Un jury fédéral a reconnu Sohaib Akhter coupable, notamment, de conspiration en vue de commettre une fraude informatique et de trafic de mots de passe. Selon le DOJ, l’accusé aurait fourni un mot de passe en clair utilisé pour accéder sans autorisation à la boîte e-mail d’une personne ayant déposé une plainte auprès de l’EEOC.
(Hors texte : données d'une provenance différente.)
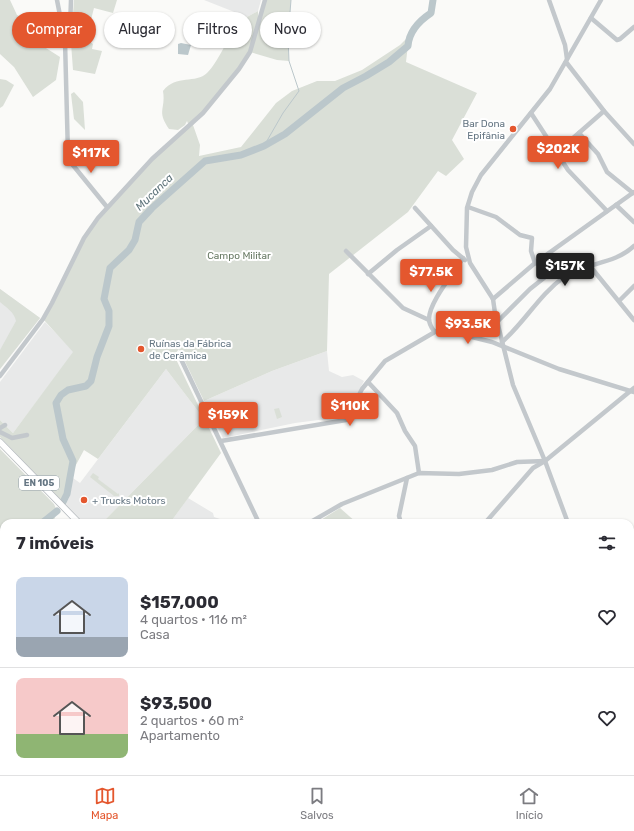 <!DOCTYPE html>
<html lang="pt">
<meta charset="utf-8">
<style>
:root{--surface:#fff;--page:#f7f7f7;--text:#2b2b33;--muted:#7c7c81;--line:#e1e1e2;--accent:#e4572e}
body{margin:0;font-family:Rubik,sans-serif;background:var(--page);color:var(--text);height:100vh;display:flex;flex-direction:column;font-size:15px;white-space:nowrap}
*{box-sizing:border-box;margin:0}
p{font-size:13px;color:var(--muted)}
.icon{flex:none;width:22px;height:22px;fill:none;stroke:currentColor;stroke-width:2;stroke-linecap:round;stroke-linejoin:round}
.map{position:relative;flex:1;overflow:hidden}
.drawer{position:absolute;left:0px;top:519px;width:634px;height:256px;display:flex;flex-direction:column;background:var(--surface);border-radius:12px 12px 0 0;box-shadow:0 1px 3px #0004}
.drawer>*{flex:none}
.hud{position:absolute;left:12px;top:12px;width:400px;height:36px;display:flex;gap:8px}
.price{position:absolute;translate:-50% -34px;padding:0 9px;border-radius:4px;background:var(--accent);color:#fff;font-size:13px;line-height:26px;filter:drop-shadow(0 1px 2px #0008)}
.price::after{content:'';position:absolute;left:50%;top:24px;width:12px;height:9px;margin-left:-6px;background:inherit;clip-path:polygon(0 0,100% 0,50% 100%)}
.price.on{background:#222;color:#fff}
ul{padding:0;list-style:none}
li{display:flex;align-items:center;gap:12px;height:100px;padding:0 16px}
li+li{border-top:1px solid var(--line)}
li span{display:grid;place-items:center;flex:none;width:112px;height:80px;border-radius:8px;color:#555}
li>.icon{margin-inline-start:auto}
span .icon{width:48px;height:48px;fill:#fffc;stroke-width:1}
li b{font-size:17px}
h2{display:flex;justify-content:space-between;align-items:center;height:48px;padding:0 16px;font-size:17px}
.tag{padding:0 14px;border-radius:18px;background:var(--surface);box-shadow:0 1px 3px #0004;font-size:14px;line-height:36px}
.tag.on{background:var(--accent);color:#fff}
.dock{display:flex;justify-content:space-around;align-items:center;height:56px;border-top:1px solid var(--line);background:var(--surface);font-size:11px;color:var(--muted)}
.dock a{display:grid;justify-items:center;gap:2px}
.dock .on{color:var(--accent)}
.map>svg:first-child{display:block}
</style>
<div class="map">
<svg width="634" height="775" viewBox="0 0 634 775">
<rect width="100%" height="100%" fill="#fafaf8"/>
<!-- built -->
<g fill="#e8e9e9">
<path d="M204,0H261L258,11L247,17Z"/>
<path d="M0,289L40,318L0,369Z"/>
<path d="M45,322L74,352L13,433L0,420V382Z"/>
<path d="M327,351L329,371L342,377L353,375L364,381L346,414L342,417L295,423L223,438L204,401L272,371Z"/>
<path d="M166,369L204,419L102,523H84L65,504L69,498L71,484L70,476L80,483Z"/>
<path d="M188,498L213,513L214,517L232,523H170Z"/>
<path d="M630,569L634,573V637L630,642Z"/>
<path d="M324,771H421L420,775H324Z"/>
<path d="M466,771H547L545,773L549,775H473Z"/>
</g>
<!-- green -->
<g fill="#dadfd7">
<path d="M0,0H10L17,15L26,20L38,43L60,57L56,80L33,97L14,67L0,54Z"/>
<path d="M74,0H117L113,13L94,8L86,39L93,44L92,49L102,51L95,74L73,70L71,43Z"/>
<path d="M265,0H291L288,38L289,61L277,60L250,52L193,125L200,145L199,156L241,147L276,103L292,91L317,81H335L362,70L400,45L409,36L406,62L477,93L452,140L464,159L446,176L438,171L408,212L329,274L327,351L272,371L204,401L179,349L174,355L221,453L170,523H102L204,419L166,369L98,459L84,450L70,476L71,490L65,504L0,437V420L13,433L73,352L43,319L84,238L135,176L189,126L187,121L185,125L178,130L169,129C156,110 166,110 163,91C176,74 196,84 207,73C217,64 230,35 237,22L239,14L247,17L258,11V22Z"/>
<path d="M0,79L6,80L14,85L3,106L0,108Z"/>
<path d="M74,92L83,102L85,130L74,119L71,94Z"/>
<path d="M0,289L40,318L0,369V350L16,321C14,312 7,308 0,302Z"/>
<path d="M279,408L282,417L277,419L274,409Z"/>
<path d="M0,449L54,504L57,511L53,523H4V740L0,739Z"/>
<path d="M93,473L99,477L98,479L118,494L119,493V496H114L90,477Z"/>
<path d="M340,508L357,523H316Z"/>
<path d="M630,745L634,746V764L630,768Z"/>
<path d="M173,771H324V775H172Z"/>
<path d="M421,771H466L473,775H420Z"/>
</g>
<!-- water -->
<path fill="#bbc7cb" d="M181,43L191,45L188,55L178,54V44Z"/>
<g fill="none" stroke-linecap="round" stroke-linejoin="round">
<!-- stream -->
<path stroke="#bbc7cb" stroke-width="1" d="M264,146L283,113L299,91L289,61L288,38L291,0"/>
<!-- river -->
<g stroke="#bbc7cb" stroke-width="7">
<path d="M63,502L67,494L73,461L63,439L56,403L61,395L68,390L86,386L91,381L97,357L109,326V311L104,299L110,268L129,250L135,240L139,222L152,208L205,161L241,155L264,146L285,134L343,88L366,76L389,62L408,46C409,31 419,21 431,13L433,0"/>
<path d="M42,523L57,511"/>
<path d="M4,549L2,554L4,561"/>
<path d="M0,598L4,587"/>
</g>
<defs>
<g id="major">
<path d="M0,442L79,523"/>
<path d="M630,735L634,736"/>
</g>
</defs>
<!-- major casing -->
<use href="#major" stroke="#b5babe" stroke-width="7"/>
<!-- minor -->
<g stroke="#c3c8cc" stroke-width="4.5">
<path d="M57,0L65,41L68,155L72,164L107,207"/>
<path d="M549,0L565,45L567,59"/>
<path d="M591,18L617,40L620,39L634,27"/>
<path d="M66,40L70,28L71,0"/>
<path d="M566,62L604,111L634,144"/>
<path d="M531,113L568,170L607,211"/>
<path d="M579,133L598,154L607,172L633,193"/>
<path d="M555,149L572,139L604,111"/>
<path d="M616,205L634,222"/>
<path d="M468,207L496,217L520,235L532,238L531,251L535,263L545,265L564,277"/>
<path d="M415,208L453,250L465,260"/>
<path d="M346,251L403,308L429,320"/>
<path d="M590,266L634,320"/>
<path d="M368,274L397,250L431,226"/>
<path d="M493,299L535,263L634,192"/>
<path d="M619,301L634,286"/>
<path d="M497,322L530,289L554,270"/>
<path d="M434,331C431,327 429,324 429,319C429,302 454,273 463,258"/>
<path d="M502,342C525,322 539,295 564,277C586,262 614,265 634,246"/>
<path d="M180,357L259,523"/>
<path d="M0,376L43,319L52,303L84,238L98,218L152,159L203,113L239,69L250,52L265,0"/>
<path d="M368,382L397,413L405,431L415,446L419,473"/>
<path d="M0,428L5,425"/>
<path d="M0,432L12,438L27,435"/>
<path d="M221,441L346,420L362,389L385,361L440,329L492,342L559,369L634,392"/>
<path d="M309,523L342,504L419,473L459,474L492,470L517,462L545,461"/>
<path d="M401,523L399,516L407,478"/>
<path d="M485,523L533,468L545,461L634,388"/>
<path d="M568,523L545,461L513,385L495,313L493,299L470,263L466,247L467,208L472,192L481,175L550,89L601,0"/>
<path d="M630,562L634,559"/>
<path d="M630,695L634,704"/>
<path d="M56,771L61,775"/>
<path d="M94,771L100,775"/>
<path d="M14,775V771"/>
<path d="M169,775L170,771"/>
<path d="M632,775L634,773"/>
</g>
<!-- major -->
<use href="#major" stroke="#fff" stroke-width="5.5"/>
</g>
<!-- markers -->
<g fill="#e4572e" stroke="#fff" stroke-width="1.5">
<circle cx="513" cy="129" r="4"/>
<circle cx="141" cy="349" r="4"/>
<circle cx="84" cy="500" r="4"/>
</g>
<g text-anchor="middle" stroke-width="4" stroke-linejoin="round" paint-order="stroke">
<!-- shield labels -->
<rect fill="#fff" stroke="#939fa8" stroke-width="1" x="19" y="476" width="40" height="14" rx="3"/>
<g font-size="9" font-weight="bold" fill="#657683">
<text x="39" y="486">EN 105</text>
</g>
<!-- poi labels -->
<g font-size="10" fill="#657683" stroke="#fff" text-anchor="start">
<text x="505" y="127" text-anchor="end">Bar Dona<tspan x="505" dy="12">Epifânia</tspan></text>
<text x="149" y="347">Ruínas da Fábrica<tspan x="149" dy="12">de Cerâmica</tspan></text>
<text x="92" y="504">+ Trucks Motors</text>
</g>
<!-- park labels -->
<g font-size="10" fill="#687a64" stroke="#fff">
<text x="239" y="259">Campo Militar</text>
</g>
<!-- water labels -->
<g font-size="11" font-style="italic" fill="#60757c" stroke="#fff">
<text transform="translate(154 192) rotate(-44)" y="4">Mucanca</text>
</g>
</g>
</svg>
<b class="price" style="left:558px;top:170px">$202K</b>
<b class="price" style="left:91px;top:174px">$117K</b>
<b class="price on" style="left:565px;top:287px">$157K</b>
<b class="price" style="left:431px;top:293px">$77.5K</b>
<b class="price" style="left:468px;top:345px">$93.5K</b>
<b class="price" style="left:350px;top:427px">$110K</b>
<b class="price" style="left:228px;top:436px">$159K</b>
<div class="hud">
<a class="tag on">Comprar</a>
<a class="tag">Alugar</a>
<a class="tag">Filtros</a>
<a class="tag">Novo</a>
</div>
<section class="drawer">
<h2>7 imóveis<svg class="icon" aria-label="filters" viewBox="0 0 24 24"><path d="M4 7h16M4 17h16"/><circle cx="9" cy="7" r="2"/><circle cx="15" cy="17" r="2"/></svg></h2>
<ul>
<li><span style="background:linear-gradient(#c9d6e8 75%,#9aa5b1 0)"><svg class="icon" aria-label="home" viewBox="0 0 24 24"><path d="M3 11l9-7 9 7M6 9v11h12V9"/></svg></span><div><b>$157,000</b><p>4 quartos · 116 m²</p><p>Casa</p></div><svg class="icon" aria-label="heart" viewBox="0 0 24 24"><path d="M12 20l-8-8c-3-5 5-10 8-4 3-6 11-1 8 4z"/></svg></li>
<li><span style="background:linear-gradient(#f6c9c9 70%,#8fb573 0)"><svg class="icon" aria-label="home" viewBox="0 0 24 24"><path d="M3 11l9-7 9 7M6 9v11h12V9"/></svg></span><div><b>$93,500</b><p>2 quartos · 60 m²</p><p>Apartamento</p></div><svg class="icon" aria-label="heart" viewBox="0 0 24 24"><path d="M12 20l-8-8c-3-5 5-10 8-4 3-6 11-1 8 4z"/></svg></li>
</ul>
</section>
</div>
<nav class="dock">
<a class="on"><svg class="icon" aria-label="map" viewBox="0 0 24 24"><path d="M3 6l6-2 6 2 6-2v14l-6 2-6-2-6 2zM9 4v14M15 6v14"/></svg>Mapa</a>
<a><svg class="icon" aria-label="saved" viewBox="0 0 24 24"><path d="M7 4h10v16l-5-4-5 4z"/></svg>Salvos</a>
<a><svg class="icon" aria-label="home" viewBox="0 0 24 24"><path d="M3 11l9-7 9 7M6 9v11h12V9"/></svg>Início</a>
</nav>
Un jury fédéral a déclaré Sohaib Akhter coupable dans une affaire que le ministère américain de la Justice (DOJ) présente comme impliquant le vol d’identifiants et des accès non autorisés à des comptes sensibles. D’après le DOJ, la condamnation porte sur une conspiration en vue de commettre une fraude informatique, du trafic de mots de passe et des infractions connexes. Les procureurs affirment qu’Akhter a transmis un mot de passe en clair, qui aurait ensuite servi à accéder sans autorisation à l’adresse e-mail d’un plaignant de l’EEOC. Selon l’accusation, cette activité constitue un usage détourné de données d’accès permettant de consulter sans autorisation des communications liées à un litige relevant d’une procédure d’emploi au niveau gouvernemental. La communication du DOJ évoque aussi un schéma plus large au-delà du premier accès au compte : les procureurs indiquent que, après le licenciement des personnes impliquées, les accusés se seraient connectés aux systèmes et auraient supprimé des dizaines de bases de données hébergées par le gouvernement. Cette allégation, associée au trafic de mots de passe, étaye la thèse du DOJ selon laquelle le dossier concerne des accès non autorisés rendus possibles par des moyens informatiques, ainsi que la destruction de données. Dans une lecture « fraude/ar arnaque », l’élément lié à l’accès aux e-mails de l’EEOC illustre comment des identifiants volés ou obtenus de manière indue peuvent être utilisés pour compromettre des personnes déjà engagées dans des démarches juridiques ou administratives. Le recours à des mots de passe en clair met aussi en lumière un manquement technique récurrent : une compromission « limitée » de l’accès aux identifiants peut se transformer en atteinte majeure à la vie privée. Le verdict du jury signifie que la procédure passera désormais à l’étape de la condamnation pour les chefs fédéraux décrits dans le communiqué du DOJ.